Formula 1’s new regulations are still set to be introduced in 2022 despite, suggestions they could be pushed back a further year, following a meeting of team bosses.
FIA president Jean Todt and F1 CEO Chase Carey held a conference call with the 10 teams on Monday to discuss further changes to the sport in response to the COVID-19 pandemic. One suggestion – made by Red Bull’s Christian Horner last week – was to push the already-delayed new technical regulations back from 2022 to 2023, but the idea was dismissed.
There were also talks regarding the budget cap, which was previously set at $175million.

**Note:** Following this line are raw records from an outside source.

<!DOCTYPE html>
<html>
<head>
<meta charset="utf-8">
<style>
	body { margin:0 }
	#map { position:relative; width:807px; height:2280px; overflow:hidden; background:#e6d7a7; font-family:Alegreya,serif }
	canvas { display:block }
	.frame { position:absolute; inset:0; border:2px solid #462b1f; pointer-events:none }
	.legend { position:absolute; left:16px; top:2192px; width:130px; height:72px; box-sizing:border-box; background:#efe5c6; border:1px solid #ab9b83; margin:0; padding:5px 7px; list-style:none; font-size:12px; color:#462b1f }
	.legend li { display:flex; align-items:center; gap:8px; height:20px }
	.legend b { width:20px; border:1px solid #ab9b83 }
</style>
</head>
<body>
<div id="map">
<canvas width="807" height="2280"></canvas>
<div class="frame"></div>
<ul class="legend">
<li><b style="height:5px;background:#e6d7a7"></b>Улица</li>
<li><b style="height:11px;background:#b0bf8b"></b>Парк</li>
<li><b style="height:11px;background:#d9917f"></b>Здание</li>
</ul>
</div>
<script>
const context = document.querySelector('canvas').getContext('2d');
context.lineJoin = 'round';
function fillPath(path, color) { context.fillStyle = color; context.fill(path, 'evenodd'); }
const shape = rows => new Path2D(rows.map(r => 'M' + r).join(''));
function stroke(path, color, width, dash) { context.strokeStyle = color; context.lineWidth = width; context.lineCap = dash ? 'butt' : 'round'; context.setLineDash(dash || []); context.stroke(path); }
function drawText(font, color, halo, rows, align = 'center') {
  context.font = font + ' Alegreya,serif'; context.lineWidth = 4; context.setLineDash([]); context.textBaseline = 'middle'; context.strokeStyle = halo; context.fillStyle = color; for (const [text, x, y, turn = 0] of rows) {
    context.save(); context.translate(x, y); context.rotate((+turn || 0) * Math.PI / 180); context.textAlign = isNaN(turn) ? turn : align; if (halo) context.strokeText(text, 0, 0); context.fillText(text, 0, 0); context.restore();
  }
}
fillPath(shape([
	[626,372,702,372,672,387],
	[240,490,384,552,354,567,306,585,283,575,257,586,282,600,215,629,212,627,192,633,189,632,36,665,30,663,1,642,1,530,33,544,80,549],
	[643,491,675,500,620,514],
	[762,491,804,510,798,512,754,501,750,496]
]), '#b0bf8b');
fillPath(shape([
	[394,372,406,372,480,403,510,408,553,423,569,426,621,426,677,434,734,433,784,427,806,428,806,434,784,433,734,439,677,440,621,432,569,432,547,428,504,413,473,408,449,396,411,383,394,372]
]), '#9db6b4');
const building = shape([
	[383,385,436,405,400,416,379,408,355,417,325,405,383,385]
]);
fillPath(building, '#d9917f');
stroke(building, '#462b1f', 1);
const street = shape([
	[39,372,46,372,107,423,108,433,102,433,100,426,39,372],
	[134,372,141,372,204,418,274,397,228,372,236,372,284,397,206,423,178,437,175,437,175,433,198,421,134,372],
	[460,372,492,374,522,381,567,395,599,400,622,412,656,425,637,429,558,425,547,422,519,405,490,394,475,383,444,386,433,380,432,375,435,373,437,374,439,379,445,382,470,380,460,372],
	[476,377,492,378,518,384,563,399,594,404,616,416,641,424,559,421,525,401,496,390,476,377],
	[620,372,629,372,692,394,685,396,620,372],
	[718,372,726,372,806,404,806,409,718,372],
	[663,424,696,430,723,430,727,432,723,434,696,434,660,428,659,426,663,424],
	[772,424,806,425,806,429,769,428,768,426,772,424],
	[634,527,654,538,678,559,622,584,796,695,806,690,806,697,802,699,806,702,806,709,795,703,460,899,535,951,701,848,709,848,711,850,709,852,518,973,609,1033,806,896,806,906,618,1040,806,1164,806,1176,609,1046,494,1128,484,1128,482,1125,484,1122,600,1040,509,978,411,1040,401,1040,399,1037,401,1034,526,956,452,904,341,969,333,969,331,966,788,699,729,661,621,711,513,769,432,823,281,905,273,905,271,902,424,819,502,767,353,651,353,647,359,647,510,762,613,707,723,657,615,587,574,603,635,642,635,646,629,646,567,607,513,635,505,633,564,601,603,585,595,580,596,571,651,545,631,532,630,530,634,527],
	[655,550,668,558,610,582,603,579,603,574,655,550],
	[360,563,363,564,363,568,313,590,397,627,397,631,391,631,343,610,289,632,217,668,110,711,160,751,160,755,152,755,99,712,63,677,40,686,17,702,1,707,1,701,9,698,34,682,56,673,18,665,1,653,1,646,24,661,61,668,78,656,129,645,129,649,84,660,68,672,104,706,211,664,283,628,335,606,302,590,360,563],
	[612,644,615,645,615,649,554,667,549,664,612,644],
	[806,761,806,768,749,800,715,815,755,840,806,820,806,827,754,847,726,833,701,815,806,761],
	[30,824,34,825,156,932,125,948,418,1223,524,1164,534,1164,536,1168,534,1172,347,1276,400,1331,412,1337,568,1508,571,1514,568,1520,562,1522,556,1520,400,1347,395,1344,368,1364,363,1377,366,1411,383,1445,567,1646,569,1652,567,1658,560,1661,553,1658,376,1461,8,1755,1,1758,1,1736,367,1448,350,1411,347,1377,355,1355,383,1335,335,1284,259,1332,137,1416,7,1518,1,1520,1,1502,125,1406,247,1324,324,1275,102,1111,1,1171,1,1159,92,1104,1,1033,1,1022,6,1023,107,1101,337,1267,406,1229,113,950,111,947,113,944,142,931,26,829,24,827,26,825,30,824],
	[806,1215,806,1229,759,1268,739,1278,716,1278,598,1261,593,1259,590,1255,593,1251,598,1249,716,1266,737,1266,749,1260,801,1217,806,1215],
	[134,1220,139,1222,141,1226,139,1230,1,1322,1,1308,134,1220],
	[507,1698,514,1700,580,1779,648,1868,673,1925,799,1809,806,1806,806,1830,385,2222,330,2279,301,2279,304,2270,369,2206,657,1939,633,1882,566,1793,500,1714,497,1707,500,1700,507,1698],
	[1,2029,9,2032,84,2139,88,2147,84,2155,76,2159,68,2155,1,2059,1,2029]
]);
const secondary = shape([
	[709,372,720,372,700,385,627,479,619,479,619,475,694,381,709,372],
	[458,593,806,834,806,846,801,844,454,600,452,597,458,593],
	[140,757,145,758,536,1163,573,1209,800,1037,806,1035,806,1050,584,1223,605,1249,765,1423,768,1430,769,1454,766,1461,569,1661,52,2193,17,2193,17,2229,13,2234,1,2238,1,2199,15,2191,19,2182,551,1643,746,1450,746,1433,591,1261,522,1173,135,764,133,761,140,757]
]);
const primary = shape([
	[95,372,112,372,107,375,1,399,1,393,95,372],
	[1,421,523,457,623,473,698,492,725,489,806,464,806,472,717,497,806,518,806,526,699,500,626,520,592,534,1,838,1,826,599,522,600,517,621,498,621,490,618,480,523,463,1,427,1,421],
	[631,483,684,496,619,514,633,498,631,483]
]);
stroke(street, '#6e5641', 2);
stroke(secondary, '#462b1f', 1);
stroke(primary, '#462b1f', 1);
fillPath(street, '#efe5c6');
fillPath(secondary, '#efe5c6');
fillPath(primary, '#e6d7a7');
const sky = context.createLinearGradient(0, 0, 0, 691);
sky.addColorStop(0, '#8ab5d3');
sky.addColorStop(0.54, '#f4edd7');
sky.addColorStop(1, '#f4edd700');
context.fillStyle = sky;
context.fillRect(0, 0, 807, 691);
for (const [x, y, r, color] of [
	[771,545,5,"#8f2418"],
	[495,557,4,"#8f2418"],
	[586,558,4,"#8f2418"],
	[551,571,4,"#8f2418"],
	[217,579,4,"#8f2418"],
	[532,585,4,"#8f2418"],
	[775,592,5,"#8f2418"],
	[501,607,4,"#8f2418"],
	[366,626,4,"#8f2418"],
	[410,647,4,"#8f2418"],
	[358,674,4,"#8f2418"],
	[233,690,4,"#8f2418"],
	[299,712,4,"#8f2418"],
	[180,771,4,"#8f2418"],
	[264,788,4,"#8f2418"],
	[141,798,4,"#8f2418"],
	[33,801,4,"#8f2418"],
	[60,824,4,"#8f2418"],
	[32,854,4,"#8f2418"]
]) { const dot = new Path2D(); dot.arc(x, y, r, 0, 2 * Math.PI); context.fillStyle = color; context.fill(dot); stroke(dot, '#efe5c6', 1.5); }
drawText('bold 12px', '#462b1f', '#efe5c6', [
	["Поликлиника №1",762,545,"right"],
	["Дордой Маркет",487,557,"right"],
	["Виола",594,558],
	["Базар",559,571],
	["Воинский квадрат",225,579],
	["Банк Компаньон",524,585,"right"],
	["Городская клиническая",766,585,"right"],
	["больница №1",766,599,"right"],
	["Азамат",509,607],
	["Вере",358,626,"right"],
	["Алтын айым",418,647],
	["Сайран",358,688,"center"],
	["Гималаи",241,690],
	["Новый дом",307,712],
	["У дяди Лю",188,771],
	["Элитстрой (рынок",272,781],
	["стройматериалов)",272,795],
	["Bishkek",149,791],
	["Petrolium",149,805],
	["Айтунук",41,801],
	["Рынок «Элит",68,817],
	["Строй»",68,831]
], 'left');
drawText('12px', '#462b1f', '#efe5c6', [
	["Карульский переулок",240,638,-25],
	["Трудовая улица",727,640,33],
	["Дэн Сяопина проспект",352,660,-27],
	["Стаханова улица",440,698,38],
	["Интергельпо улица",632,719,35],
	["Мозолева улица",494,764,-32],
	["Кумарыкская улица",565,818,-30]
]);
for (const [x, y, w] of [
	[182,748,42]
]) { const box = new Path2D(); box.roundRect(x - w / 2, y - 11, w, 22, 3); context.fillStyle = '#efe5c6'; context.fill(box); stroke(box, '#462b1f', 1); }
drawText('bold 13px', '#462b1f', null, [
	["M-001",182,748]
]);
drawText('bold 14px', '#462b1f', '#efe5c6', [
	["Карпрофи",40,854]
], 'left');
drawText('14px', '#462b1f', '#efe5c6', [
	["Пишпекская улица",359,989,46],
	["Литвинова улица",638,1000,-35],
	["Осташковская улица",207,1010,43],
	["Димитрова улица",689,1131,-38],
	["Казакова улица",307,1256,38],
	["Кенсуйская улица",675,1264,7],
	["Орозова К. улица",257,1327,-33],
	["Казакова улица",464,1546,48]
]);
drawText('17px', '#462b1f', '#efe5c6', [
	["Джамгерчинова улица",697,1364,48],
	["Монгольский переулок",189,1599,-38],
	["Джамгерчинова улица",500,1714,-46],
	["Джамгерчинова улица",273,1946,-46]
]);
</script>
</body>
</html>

While the cap will still come into force next year despite the new cars being delayed, teams are understood to be open to lowering that cap further. However, there was not agreement on what the level should be – with the totals of $150m, $125m and $100m suggested – as different teams feel their business models don’t fit a blanket approach if the number is too low.
The call took place during a mandatory shutdown period, with the FIA’s moving the August break forward and all teams having to stop work for three consecutive weeks before the end of April. While many European countries are still in a state of lockdown, some are ahead of others in terms of their handling of coronavirus and that led to a lack of unanimous agreement to extend the shutdown period further.
Ferrari is understood to not have been keen for a longer shutdown, having had to close its factory in Italy earlier than other teams, but eventually agreed as the FIA confirmed that the period would become five weeks.
“Following unanimous approval by the Formula 1 Strategy Group, Commission and all teams, the World Motor Sport Council has ratified by e-vote the decision to extend the Formula 1 shutdown period from 21 to 35 days, to be taken in March, April and/or May, for all competitors and Power Unit manufacturers,” an FIA statement read.
“Further discussions regarding this topic remain open between the FIA, Formula 1 and all teams in light of the ongoing global impact of COVID-19.”
Further calls are planned in the coming week, when the budget cap topic is likely to be revisited following further consideration.